Stored data
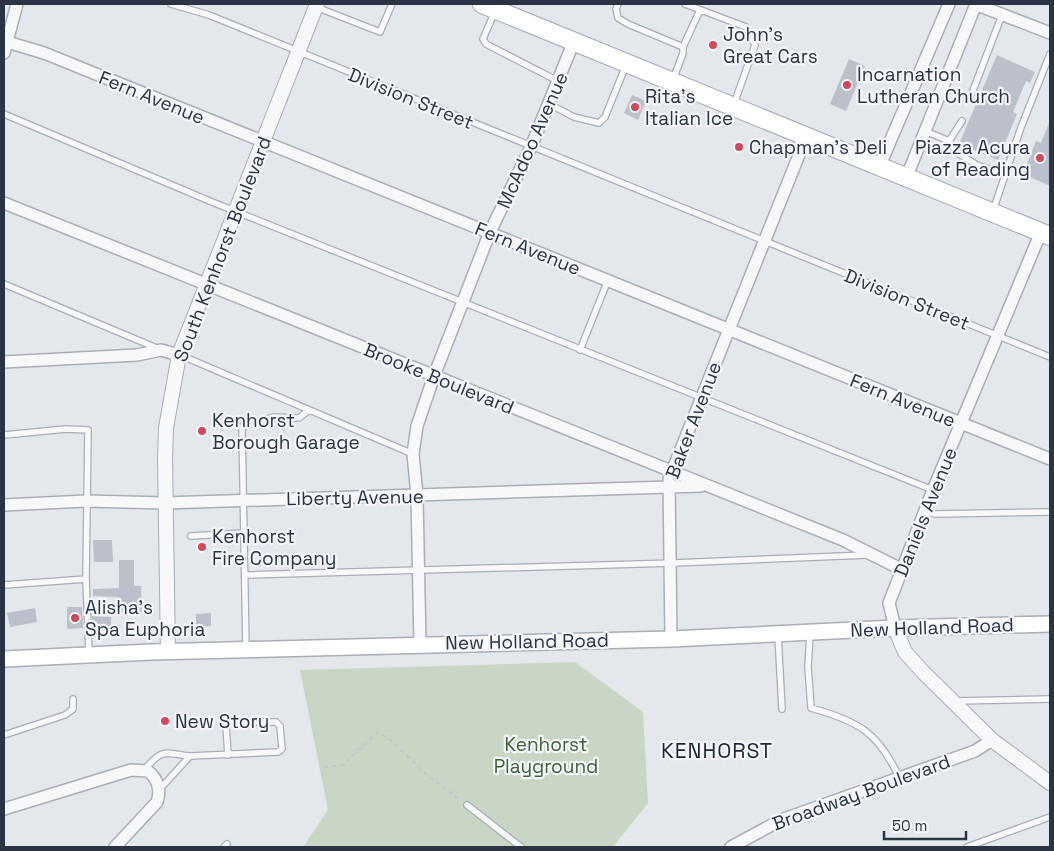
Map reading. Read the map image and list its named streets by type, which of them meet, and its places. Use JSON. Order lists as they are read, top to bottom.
{
  "streets": {
    "main road": ["New Holland Road"],
    "street": [
      "Fern Avenue",
      "McAdoo Avenue",
      "South Kenhorst Boulevard",
      "Brooke Boulevard",
      "Baker Avenue",
      "Liberty Avenue",
      "Daniels Avenue",
      "Broadway Boulevard"
    ],
    "lane": ["Division Street"]
  },
  "crossings": [
    ["Fern Avenue", "McAdoo Avenue"],
    ["Fern Avenue", "South Kenhorst Boulevard"],
    ["Fern Avenue", "Baker Avenue"],
    ["Fern Avenue", "Daniels Avenue"],
    ["Division Street", "McAdoo Avenue"],
    ["Division Street", "South Kenhorst Boulevard"],
    ["Division Street", "Baker Avenue"],
    ["Division Street", "Daniels Avenue"],
    ["McAdoo Avenue", "Brooke Boulevard"],
    ["McAdoo Avenue", "Liberty Avenue"],
    ["McAdoo Avenue", "New Holland Road"],
    ["South Kenhorst Boulevard", "Brooke Boulevard"],
    ["South Kenhorst Boulevard", "Liberty Avenue"],
    ["South Kenhorst Boulevard", "New Holland Road"],
    ["Brooke Boulevard", "Baker Avenue"],
    ["Brooke Boulevard", "Liberty Avenue"],
    ["Brooke Boulevard", "Daniels Avenue"],
    ["Baker Avenue", "Liberty Avenue"],
    ["Baker Avenue", "New Holland Road"],
    ["Daniels Avenue", "New Holland Road"]
  ],
  "districts": ["KENHORST"],
  "parks": ["Kenhorst Playground"],
  "places": [
    "John's Great Cars",
    "Incarnation Lutheran Church",
    "Rita's Italian Ice",
    "Chapman's Deli",
    "Piazza Acura of Reading",
    "Kenhorst Borough Garage",
    "Kenhorst Fire Company",
    "Alisha's Spa Euphoria",
    "New Story"
  ],
  "scale_bar": "50 m"
}
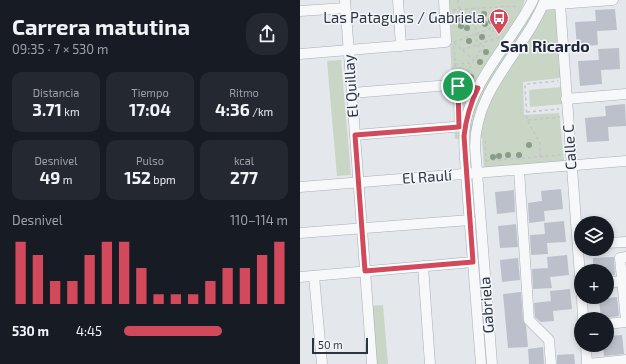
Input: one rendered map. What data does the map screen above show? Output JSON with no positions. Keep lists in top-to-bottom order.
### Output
{
  "streets": {
    "street": [
      "El Quillay",
      "Calle C",
      "El Raulí",
      "Gabriela"
    ]
  },
  "crossings": [
    ["El Quillay", "El Raulí"],
    ["Calle C", "El Raulí"],
    ["El Raulí", "Gabriela"]
  ],
  "districts": ["San Ricardo"],
  "places": {
    "bus stop": ["Las Pataguas / Gabriela"]
  },
  "scale_bar": "50 m",
  "page": {
    "heading": ["Carrera matutina", "09:35 · 7 × 530 m"],
    "stats": [
      ["Distancia", "3.71 km"],
      ["Tiempo", "17:04"],
      ["Ritmo", "4:36 /km"],
      ["Desnivel", "49 m"],
      ["Pulso", "152 bpm"],
      ["kcal", "277"]
    ],
    "chart": ["Desnivel", "110–114 m"],
    "map_buttons": ["+", "−"],
    "list": [
      {
        "name": "530 m",
        "note": "4:45"
      }
    ],
    "scale": "50 m"
  }
}
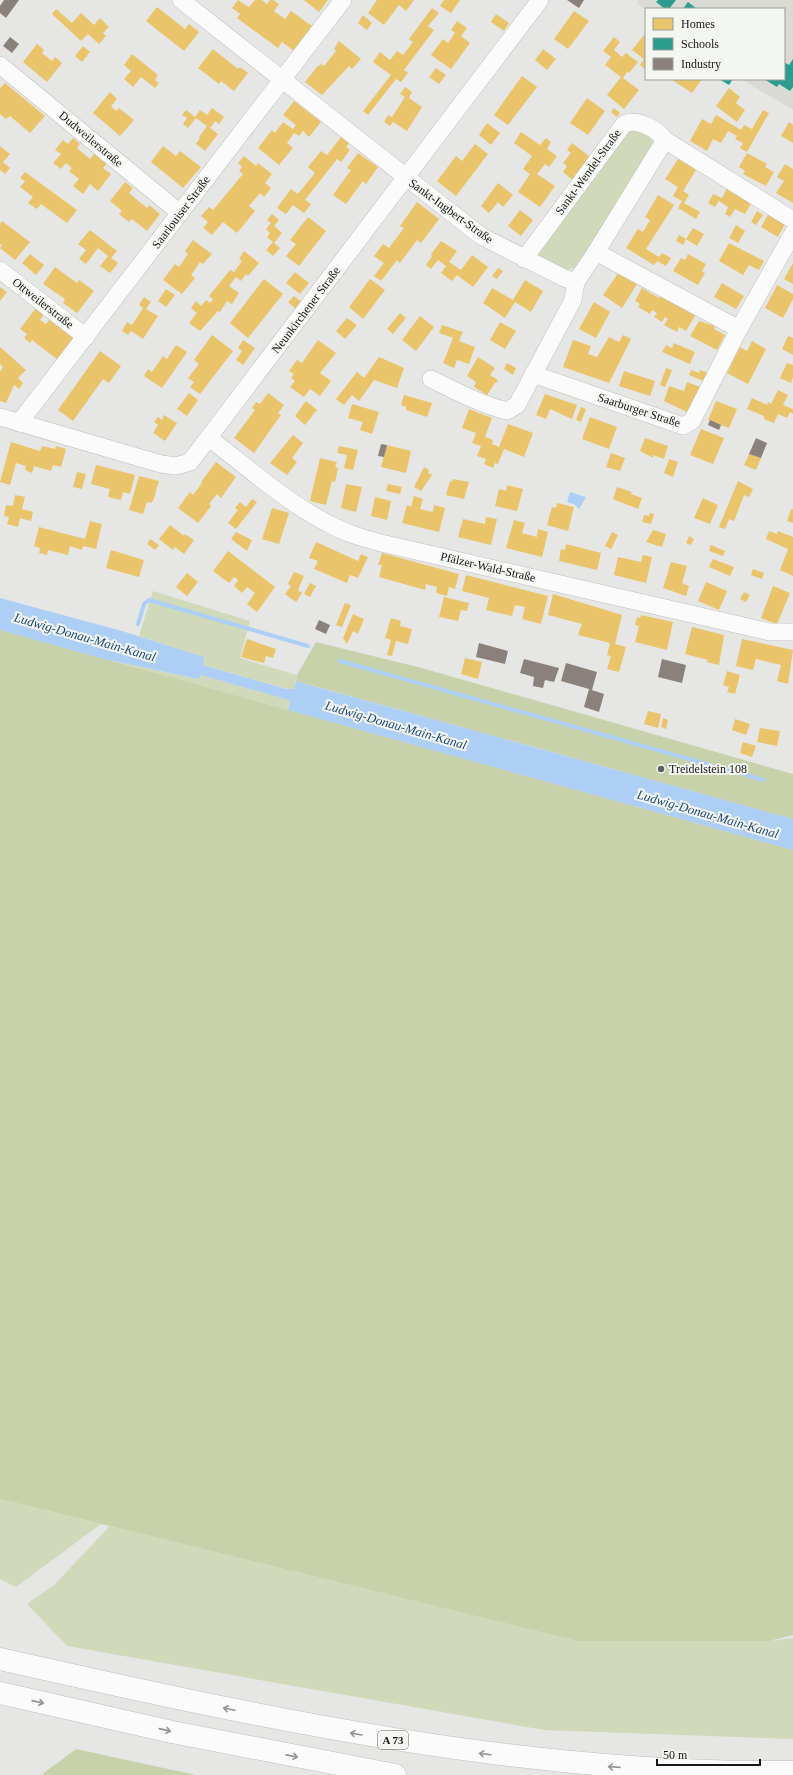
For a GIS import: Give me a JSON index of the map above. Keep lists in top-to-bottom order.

Work instruction ▸
Please return all lines from the records that hold the word "Desnivel".

Result of this exercise ▸
      ["Desnivel", "49 m"],
    "chart": ["Desnivel", "110–114 m"],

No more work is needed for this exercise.